I am using FreeSurfer 5.3 to analyze whether a risk factor explains variation in brain structures related to surface area, mean thickness, and subcortical volumes. 


Documentation suggests using estimated Total Intracranial Volume (eTIV) as a covariate to adjust for brain size in analyses of surface area and volumes:  (https://surfer.nmr.mgh.harvard.edu/fswiki/eTIV). Previous posts have also suggested using BrainSegNotVent or Total Gray Matter Volume as covariates as a "whole brain" covariate, with the choice of covariates representing different hypotheses regarding local vs. global atrophy


However, it seems to me that using BrainSegNotVent or Total Gray Matter Volume as covariates could lead to a significant loss in power in detecting effects on area/thickness measures from a risk factor associated with atrophy across many regions. On the other hand, eTIV may suffer from not accounting accounting for local atrophy (in addition to heightened measurement error, as frequently alluded into previous posts).
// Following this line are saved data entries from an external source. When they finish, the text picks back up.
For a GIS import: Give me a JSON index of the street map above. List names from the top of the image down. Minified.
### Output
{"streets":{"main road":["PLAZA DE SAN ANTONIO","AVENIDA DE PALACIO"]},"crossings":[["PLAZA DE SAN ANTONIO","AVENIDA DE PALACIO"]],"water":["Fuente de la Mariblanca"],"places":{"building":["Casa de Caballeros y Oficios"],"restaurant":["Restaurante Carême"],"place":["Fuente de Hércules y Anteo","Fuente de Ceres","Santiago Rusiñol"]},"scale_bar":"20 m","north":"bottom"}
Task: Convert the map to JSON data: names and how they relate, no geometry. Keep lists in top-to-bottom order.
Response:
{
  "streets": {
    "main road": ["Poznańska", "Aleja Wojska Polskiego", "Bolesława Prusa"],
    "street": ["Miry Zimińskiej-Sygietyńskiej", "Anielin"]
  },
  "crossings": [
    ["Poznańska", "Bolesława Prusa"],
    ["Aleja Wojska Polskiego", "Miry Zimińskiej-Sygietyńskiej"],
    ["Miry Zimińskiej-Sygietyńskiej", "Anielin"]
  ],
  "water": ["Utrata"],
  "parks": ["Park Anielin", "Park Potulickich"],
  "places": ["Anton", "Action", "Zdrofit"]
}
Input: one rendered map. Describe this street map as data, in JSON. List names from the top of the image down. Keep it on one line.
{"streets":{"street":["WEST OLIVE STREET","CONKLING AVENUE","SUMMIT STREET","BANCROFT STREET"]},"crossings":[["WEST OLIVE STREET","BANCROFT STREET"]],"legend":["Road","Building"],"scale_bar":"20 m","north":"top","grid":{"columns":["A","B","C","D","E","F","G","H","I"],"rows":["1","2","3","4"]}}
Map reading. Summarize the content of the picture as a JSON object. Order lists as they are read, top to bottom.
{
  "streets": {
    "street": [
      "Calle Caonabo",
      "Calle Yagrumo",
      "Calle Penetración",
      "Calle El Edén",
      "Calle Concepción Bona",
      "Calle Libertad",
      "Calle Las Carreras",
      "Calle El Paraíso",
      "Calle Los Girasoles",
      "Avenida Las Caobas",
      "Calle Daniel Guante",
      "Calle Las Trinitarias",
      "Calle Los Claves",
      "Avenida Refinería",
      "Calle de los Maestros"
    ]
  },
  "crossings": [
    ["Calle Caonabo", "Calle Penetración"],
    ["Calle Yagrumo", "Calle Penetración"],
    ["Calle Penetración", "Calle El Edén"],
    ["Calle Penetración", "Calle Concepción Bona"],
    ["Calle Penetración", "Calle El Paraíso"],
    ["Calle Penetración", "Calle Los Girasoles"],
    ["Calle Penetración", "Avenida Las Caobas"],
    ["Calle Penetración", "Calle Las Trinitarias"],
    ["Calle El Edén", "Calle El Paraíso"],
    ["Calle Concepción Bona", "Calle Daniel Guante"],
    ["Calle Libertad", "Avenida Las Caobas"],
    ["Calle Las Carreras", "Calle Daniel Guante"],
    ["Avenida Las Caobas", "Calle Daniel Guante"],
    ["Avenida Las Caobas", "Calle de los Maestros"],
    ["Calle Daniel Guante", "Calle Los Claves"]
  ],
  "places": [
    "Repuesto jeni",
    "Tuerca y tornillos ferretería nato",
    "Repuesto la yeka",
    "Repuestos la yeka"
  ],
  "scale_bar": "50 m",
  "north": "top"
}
But still, a normalization covariate is needed to account for differences in brain size need to be accounted


In the analysis of cortical surface area or mean cortical thickness among normal populations, could it make sense to use cortical white matter volume as the "whole brain" covariate? In normal populations, cortical white matter volume is significantly correlated with surface area, mean thickness, and gray matter volumes but its value is not derived from the gray matter structures. My understanding is that FreeSurfer sets cortical surface area as the area at the boundary of white and gray matter.  As a covariate in models of cortical surface area or mean thickness, white matter volume could side-step the loss in power in detecting effects lead to both global atrophy in gray matter volume while also partly adjusting for total brain differences. 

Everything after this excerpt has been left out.